Andreas
2012-01-02 15:24:50 UTC
Hi everybody.
Recently, I started working with the RandomForest modules and there is a
couple of things that I noticed
that I would like to change.
So this in particularly goes out to @glouppe, who is the expert on the
field :)
1)
The narrative docs say that max_features=n_features is a good value for
RandomForests.
As far as I know, Breiman 2001 suggests max_features =
log_2(n_features). I also
saw a claim that Breiman 2001 suggests max_features = sqrt(n_features) but I
couldn't find that in the paper.
I just tried "digits" and max_features = log_2(n_features) works better than
max_featurs = n_features.

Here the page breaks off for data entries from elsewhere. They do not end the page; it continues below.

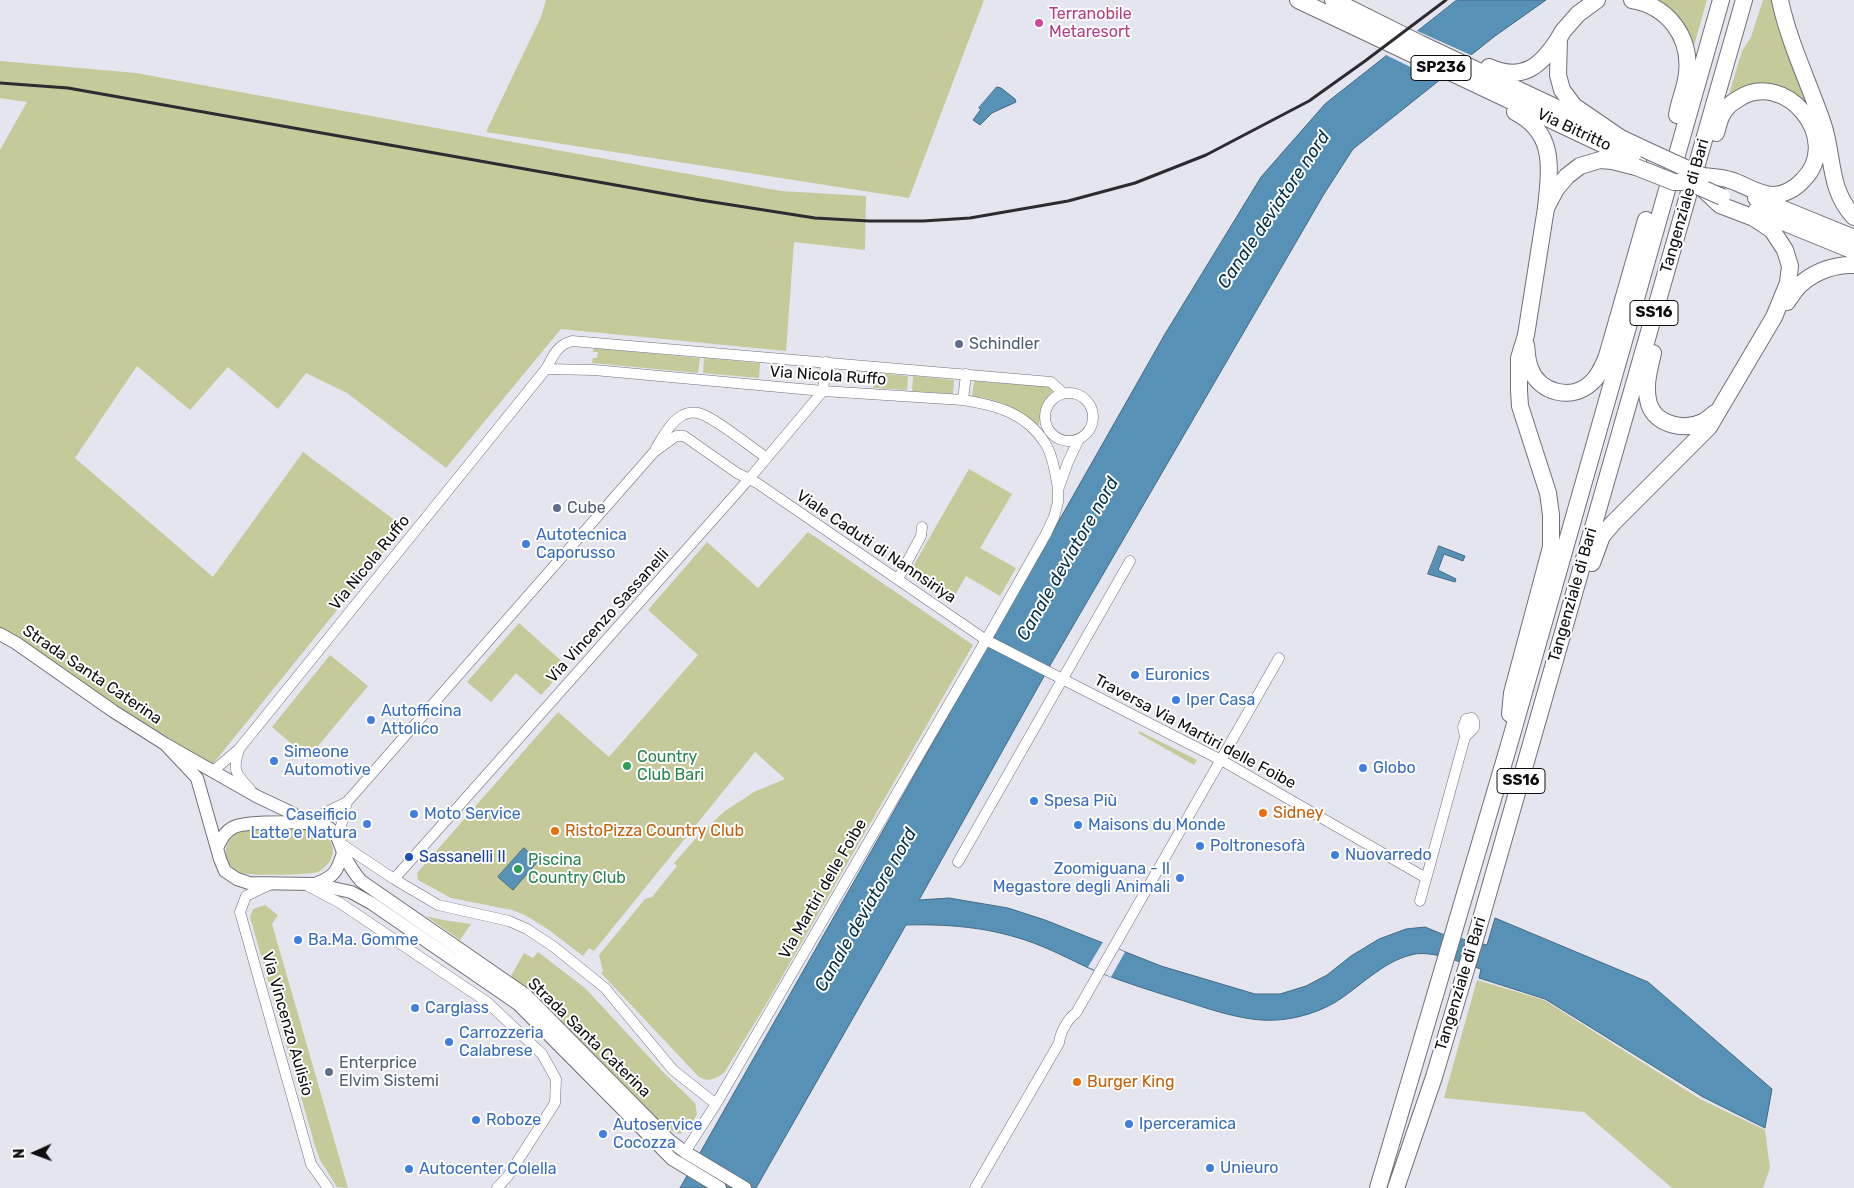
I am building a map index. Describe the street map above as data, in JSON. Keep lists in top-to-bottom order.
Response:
{
  "streets": {
    "main road": [
      "SP236",
      "Via Bitritto",
      "Tangenziale di Bari",
      "SS16"
    ],
    "street": [
      "Via Nicola Ruffo",
      "Viale Caduti di Nannsiriya",
      "Via Vincenzo Sassanelli",
      "Strada Santa Caterina",
      "Traversa Via Martiri delle Foibe",
      "Via Martiri delle Foibe",
      "Via Vincenzo Aulisio"
    ]
  },
  "crossings": [
    ["Via Nicola Ruffo", "Via Vincenzo Sassanelli"],
    ["Via Nicola Ruffo", "Strada Santa Caterina"],
    ["Via Nicola Ruffo", "Via Martiri delle Foibe"],
    ["Viale Caduti di Nannsiriya", "Via Vincenzo Sassanelli"],
    ["Viale Caduti di Nannsiriya", "Traversa Via Martiri delle Foibe"],
    ["Viale Caduti di Nannsiriya", "Via Martiri delle Foibe"],
    ["Via Vincenzo Sassanelli", "Strada Santa Caterina"],
    ["Strada Santa Caterina", "Via Martiri delle Foibe"],
    ["Strada Santa Caterina", "Via Vincenzo Aulisio"],
    ["Traversa Via Martiri delle Foibe", "Via Martiri delle Foibe"]
  ],
  "water": ["Canale deviatore nord"],
  "places": [
    "Terranobile Metaresort",
    "Schindler",
    "Cube",
    "Autotecnica Caporusso",
    "Euronics",
    "Iper Casa",
    "Autofficina Attolico",
    "Simeone Automotive",
    "Country Club Bari",
    "Globo",
    "Spesa Più",
    "Sidney",
    "Moto Service",
    "Caseificio Latte e Natura",
    "Maisons du Monde",
    "RistoPizza Country Club",
    "Poltronesofà",
    "Nuovarredo",
    "Sassanelli II",
    "Piscina Country Club",
    "Zoomiguana - Il Megastore degli Animali",
    "Ba.Ma. Gomme",
    "Carglass",
    "Carrozzeria Calabrese",
    "Enterprice Elvim Sistemi",
    "Burger King",
    "Roboze",
    "Iperceramica",
    "Autoservice Cocozza",
    "Unieuro",
    "Autocenter Colella"
  ],
  "north": "left"
}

Of course that is definitely no conclusive
evidence ;)
Is there any reference that says max_features = n_features is good?
Also, I think this default value contradicts the beginning of the
narrative docs a bit,
since that claims "In addition, when splitting a node during the
construction of the tree,
the split that is chosen is no longer the best split among all features.
Instead, the split that is picked is the best split among a random
subset of the features."
Later, a recommendation on using max_features = n_features is made, but
no connection to the explanation above is given.
2)
I noticed max_depth defaults to 10 in RandomForests, while the narrative
docs say
that max_dept = None yields best results. Is the default value chosen
because
"None" might take to long?
3)
In the RandomForest docs, it's not clear to me from the documentation which
parameters are parameters of the ensemble and which are parameters of the
base estimator. I think that should be made more explicit.
4) Understanding the parameters "min density" took me some time,
in particular because I didn't see that it was a parameter of the
base estimator, not the ensemble. I think the docstring should start with
"This parameter trades runtime against memory requirement of the
base decision tree." or similar.
5) I think an explanation of "bootstrap" should go in the docs.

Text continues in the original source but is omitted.